▸ Task instructions: Work out how many lines below contain "position". Provide only the figure.

▸ Data section:
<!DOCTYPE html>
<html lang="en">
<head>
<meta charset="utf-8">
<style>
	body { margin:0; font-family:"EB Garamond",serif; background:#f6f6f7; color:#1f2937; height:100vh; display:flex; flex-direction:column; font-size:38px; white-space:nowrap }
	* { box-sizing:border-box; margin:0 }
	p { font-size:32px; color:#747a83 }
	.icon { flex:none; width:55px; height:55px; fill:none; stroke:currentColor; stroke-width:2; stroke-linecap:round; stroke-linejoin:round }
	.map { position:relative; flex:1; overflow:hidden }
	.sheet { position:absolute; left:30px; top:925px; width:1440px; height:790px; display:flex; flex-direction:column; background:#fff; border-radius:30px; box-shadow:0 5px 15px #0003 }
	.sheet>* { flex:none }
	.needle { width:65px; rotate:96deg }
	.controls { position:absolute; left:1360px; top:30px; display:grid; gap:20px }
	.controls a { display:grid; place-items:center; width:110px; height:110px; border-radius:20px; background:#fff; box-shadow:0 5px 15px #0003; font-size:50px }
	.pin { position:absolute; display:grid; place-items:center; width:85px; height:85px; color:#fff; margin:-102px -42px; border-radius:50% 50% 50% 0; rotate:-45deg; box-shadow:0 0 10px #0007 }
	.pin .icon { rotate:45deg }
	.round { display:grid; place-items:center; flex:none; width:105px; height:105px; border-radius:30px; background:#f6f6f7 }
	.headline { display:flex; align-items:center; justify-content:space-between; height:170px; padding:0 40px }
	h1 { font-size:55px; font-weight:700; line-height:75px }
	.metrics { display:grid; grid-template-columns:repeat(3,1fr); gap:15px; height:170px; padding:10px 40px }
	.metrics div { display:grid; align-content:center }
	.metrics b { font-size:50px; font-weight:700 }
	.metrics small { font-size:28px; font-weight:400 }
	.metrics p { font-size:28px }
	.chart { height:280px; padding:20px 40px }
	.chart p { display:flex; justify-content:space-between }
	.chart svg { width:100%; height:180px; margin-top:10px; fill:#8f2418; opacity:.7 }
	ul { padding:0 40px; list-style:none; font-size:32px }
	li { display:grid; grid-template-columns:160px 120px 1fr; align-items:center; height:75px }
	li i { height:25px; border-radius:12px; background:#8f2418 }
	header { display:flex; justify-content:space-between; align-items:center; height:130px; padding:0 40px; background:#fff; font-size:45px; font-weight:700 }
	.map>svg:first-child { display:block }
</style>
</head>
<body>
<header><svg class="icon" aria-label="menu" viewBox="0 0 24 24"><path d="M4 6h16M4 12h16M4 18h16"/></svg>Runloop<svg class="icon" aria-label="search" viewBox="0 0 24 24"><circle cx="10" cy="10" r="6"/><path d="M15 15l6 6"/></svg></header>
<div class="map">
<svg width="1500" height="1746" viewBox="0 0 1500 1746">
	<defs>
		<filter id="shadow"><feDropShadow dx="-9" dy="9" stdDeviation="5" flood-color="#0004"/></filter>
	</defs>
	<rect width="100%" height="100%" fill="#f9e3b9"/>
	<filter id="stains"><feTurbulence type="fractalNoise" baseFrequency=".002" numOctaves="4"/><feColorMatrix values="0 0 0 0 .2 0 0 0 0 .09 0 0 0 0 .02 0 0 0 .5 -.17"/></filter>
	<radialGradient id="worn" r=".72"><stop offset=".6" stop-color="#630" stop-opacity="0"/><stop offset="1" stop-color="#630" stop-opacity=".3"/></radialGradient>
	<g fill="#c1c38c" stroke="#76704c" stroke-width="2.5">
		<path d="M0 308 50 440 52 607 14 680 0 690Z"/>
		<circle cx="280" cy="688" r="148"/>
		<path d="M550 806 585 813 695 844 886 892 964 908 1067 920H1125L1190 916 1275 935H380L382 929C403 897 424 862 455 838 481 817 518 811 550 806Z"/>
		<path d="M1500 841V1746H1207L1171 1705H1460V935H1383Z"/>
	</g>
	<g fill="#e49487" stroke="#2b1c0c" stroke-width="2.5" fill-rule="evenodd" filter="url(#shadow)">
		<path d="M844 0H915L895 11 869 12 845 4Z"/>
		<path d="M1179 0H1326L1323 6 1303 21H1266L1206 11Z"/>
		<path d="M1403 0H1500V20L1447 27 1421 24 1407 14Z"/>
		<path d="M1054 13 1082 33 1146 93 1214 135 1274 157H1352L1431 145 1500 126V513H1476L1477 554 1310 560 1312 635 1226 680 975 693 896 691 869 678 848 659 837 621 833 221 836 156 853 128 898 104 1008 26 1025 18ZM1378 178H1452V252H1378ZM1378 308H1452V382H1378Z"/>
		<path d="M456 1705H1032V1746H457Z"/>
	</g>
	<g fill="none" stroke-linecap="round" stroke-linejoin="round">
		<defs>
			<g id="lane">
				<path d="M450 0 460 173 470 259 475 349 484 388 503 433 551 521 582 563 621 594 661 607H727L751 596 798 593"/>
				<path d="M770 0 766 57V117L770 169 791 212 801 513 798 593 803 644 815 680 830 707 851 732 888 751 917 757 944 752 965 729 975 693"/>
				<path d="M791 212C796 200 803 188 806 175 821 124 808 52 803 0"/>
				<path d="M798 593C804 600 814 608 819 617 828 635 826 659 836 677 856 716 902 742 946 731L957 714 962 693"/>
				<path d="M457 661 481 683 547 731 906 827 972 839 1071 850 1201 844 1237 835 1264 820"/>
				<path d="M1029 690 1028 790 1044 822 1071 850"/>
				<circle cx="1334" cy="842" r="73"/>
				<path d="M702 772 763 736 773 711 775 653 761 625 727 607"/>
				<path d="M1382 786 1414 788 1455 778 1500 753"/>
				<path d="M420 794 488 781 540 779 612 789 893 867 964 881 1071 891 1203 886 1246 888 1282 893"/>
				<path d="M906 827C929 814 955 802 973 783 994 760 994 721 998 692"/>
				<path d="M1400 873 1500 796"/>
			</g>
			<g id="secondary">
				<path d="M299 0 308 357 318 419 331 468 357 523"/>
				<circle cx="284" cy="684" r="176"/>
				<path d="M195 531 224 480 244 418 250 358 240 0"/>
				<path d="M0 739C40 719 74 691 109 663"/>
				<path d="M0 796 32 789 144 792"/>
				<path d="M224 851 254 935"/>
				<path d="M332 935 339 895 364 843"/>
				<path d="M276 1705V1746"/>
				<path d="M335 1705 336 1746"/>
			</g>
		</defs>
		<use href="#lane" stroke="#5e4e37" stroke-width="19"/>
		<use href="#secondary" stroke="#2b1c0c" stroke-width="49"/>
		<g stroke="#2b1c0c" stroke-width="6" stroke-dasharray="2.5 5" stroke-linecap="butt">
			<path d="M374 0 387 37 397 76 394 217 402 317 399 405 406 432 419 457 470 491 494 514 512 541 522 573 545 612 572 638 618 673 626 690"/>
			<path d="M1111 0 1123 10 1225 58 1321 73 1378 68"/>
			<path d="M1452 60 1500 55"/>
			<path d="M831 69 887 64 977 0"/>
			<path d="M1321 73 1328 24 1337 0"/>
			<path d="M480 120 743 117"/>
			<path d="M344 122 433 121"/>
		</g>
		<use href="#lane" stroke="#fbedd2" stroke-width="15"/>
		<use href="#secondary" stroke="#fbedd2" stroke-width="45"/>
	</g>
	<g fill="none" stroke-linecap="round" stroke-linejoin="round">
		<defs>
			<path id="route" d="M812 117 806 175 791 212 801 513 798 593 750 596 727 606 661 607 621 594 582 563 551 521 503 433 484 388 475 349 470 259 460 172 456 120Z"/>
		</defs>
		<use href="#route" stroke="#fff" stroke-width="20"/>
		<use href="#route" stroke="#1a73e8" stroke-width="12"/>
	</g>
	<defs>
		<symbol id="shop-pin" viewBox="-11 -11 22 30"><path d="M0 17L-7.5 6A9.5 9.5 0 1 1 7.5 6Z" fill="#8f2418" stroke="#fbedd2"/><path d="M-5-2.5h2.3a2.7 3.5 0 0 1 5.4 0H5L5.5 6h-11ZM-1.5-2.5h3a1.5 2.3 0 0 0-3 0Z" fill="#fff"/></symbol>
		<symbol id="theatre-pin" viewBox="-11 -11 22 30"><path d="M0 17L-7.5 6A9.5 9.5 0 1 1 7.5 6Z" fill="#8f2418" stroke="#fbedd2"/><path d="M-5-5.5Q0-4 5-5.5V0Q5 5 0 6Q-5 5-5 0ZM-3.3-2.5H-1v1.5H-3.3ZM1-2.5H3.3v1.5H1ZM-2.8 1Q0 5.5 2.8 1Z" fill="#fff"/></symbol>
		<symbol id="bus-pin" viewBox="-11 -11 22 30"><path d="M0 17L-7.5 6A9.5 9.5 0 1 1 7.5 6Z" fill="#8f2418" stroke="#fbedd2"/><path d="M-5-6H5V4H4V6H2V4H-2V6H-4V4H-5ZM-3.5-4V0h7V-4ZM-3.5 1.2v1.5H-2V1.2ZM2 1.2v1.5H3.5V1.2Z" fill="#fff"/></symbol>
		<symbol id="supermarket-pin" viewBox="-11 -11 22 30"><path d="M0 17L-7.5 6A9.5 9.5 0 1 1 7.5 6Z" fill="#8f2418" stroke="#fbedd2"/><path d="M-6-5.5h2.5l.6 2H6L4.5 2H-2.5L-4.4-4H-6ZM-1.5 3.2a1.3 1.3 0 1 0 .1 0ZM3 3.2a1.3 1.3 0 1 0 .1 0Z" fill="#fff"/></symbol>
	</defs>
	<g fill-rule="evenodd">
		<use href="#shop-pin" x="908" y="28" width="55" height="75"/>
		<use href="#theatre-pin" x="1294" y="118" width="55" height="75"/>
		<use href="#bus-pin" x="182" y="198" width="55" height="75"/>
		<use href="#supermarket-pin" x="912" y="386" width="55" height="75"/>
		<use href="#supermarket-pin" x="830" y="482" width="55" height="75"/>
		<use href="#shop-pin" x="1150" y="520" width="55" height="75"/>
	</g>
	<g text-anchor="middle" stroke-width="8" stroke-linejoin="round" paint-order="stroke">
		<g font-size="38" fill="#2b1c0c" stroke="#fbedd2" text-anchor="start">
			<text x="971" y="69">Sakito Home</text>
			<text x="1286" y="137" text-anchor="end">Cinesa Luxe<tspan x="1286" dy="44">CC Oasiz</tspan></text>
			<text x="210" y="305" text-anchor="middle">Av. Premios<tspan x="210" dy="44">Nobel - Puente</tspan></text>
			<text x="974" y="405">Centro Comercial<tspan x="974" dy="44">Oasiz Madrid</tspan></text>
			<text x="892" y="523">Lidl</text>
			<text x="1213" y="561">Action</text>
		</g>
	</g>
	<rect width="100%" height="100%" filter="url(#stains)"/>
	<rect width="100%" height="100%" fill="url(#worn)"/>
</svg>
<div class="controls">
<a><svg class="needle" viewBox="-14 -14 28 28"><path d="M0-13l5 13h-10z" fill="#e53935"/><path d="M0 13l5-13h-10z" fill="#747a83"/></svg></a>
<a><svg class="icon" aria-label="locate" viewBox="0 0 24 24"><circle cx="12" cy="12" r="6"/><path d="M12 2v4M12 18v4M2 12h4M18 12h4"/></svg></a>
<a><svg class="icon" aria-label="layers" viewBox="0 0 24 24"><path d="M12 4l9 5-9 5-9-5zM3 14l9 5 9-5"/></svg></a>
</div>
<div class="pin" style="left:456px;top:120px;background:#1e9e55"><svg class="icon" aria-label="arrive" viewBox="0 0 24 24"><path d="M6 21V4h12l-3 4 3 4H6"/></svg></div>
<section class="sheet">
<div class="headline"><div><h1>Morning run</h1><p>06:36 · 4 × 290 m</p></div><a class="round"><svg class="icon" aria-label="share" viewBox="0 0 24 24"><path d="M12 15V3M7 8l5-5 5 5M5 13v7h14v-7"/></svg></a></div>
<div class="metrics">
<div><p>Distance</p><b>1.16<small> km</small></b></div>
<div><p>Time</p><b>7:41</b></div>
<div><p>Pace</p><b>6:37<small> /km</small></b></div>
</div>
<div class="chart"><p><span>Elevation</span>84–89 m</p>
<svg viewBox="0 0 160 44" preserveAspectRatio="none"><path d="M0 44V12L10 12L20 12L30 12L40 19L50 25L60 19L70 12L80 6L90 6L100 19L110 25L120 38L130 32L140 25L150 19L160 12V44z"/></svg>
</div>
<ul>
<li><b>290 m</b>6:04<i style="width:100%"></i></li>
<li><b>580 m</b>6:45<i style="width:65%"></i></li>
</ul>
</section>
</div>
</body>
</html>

▸ Exercise answer: 4